By using a controller-level authentication helper, I can avoid headless browser testing, making the tests faster and more efficient.

Debugging and Fixing Controller Issues

After running my tests, I found a few failing assertions—something I always expect when tweaking scaffolded controllers.

Fixing User Controller Authorization:

  • The user profile (show page) should be visible to unauthenticated users, but the test showed it was redirecting to the login page.
  • The issue? The show action wasn't allowing unauthenticated access. I updated the before action to ensure that any user can view profiles while keeping edit/update permissions restricted.

Fixing Post Controller Issues:

  • Index and Show actions should be publicly accessible, while New, Edit, Create, and Delete actions should be restricted.
  • Updated the controller logic to reflect these rules and re-ran the tests—everything passed!

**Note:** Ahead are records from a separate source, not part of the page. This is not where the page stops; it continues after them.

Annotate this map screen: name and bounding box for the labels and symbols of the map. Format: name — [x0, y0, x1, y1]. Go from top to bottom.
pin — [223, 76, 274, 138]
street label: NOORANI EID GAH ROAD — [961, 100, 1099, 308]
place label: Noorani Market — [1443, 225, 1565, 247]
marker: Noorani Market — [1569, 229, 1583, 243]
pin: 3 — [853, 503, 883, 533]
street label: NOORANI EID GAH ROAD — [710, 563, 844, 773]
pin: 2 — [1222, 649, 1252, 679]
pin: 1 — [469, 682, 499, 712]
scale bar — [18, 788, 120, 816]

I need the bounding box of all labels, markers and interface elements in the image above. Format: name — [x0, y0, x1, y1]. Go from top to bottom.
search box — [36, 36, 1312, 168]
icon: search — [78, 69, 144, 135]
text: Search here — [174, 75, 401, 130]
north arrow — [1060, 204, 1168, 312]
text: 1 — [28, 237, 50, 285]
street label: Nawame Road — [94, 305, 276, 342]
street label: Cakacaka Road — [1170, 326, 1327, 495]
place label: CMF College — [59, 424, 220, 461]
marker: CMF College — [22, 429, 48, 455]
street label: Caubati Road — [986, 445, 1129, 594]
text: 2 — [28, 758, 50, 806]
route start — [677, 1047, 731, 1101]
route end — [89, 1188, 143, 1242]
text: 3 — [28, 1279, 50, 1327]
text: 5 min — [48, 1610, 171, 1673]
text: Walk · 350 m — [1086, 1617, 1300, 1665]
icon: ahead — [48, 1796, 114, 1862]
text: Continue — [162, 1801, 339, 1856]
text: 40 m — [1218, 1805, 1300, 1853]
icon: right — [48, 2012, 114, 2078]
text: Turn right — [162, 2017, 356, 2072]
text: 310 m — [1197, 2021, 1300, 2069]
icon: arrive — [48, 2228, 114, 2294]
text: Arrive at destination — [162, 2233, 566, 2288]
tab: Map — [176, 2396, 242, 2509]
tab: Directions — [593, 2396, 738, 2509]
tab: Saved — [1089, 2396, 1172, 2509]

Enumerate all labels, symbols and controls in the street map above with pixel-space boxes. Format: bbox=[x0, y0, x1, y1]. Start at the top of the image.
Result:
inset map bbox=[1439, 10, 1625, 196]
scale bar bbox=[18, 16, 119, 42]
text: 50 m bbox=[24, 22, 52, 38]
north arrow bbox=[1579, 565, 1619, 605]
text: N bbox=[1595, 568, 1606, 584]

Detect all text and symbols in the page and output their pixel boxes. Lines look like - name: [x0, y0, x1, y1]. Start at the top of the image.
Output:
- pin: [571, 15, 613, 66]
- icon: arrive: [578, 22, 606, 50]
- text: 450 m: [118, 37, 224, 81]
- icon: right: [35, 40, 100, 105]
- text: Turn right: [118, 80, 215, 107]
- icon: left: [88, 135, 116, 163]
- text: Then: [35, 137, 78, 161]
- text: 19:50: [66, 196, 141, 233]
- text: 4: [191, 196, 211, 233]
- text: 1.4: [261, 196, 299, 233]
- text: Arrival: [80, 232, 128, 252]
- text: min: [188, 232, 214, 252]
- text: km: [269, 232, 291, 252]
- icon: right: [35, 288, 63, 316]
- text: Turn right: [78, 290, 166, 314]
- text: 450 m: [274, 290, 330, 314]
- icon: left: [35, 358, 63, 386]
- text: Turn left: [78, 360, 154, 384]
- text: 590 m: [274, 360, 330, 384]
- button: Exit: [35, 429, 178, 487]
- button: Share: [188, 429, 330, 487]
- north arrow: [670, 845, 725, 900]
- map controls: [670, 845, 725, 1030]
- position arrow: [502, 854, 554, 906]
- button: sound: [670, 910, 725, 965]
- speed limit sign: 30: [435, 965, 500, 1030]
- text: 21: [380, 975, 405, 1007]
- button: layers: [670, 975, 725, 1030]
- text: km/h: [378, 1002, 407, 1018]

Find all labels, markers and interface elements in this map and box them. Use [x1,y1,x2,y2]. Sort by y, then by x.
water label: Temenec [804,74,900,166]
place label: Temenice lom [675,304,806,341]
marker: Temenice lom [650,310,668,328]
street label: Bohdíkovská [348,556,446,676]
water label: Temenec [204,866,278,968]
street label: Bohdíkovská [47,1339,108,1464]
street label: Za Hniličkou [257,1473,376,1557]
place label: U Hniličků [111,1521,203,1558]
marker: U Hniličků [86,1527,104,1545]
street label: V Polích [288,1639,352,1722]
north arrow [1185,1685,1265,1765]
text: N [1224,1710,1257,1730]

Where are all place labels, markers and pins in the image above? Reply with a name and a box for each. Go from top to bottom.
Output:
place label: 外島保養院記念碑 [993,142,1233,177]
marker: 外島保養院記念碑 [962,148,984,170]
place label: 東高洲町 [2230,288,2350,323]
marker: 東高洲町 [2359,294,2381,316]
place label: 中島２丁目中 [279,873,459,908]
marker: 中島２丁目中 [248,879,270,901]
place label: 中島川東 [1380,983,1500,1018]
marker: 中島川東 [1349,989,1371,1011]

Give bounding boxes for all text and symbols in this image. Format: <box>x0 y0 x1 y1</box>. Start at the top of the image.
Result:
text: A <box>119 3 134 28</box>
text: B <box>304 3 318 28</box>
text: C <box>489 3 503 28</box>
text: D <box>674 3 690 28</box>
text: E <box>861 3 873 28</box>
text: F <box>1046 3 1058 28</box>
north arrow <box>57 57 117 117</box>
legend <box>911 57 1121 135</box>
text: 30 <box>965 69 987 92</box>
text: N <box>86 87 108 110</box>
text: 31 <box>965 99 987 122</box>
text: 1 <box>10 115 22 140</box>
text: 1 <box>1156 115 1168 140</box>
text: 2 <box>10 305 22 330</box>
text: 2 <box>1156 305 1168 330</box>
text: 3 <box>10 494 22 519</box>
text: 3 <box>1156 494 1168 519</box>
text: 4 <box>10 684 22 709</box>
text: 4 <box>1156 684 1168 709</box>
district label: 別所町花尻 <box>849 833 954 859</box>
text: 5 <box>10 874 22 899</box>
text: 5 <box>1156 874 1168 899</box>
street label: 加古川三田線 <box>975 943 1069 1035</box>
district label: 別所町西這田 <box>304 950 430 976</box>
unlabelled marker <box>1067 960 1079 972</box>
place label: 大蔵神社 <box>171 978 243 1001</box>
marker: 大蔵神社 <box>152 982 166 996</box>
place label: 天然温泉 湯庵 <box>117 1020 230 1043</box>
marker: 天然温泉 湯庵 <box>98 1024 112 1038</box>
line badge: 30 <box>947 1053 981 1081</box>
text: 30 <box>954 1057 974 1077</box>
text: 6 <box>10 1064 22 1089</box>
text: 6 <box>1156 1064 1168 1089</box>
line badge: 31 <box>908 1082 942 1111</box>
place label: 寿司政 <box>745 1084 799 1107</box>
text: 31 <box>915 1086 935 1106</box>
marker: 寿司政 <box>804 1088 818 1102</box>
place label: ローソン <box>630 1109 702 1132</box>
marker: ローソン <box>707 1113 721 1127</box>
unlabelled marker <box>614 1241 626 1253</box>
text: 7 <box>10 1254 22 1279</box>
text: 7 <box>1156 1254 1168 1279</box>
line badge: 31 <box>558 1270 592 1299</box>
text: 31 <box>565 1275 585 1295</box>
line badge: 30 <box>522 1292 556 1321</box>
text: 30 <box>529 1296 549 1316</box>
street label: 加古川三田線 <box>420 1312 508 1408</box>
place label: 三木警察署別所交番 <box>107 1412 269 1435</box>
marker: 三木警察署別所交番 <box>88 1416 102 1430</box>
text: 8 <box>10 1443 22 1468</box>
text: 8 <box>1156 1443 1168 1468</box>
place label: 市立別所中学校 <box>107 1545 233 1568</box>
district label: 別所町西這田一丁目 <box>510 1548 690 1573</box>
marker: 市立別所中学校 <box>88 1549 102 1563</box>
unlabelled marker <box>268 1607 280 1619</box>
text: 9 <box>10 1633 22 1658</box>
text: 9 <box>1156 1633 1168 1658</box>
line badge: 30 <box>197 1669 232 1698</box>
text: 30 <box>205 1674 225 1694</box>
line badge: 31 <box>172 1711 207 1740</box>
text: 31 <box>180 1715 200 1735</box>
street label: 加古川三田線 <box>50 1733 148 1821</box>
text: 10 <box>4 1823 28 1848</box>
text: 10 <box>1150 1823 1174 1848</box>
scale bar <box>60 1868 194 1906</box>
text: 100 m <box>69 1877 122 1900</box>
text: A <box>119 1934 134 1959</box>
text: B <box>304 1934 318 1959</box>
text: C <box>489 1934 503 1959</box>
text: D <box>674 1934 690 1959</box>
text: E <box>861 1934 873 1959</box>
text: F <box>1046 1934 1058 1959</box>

Fixing Comments Controller Issues:

  • The comments path was incorrect—destroying a comment was redirecting to an undefined route.
  • Updated the controller so that deleting a comment redirects back to the post page.

Finalizing and Running the Full Test Suite

After making these changes, I re-ran all controller tests for: ✅ Users ✅ Posts ✅ Comments

Everything passed successfully!

Having controller tests in place is a crucial foundation for a production-ready Rails application. These tests:

  • Ensure authentication and authorization work correctly
  • Provide quick and efficient test coverage
  • Catch common edge cases before they become production issues

With solid model and controller tests in place, we can now shift our focus to the view layer, making our application look as polished and user-friendly as possible.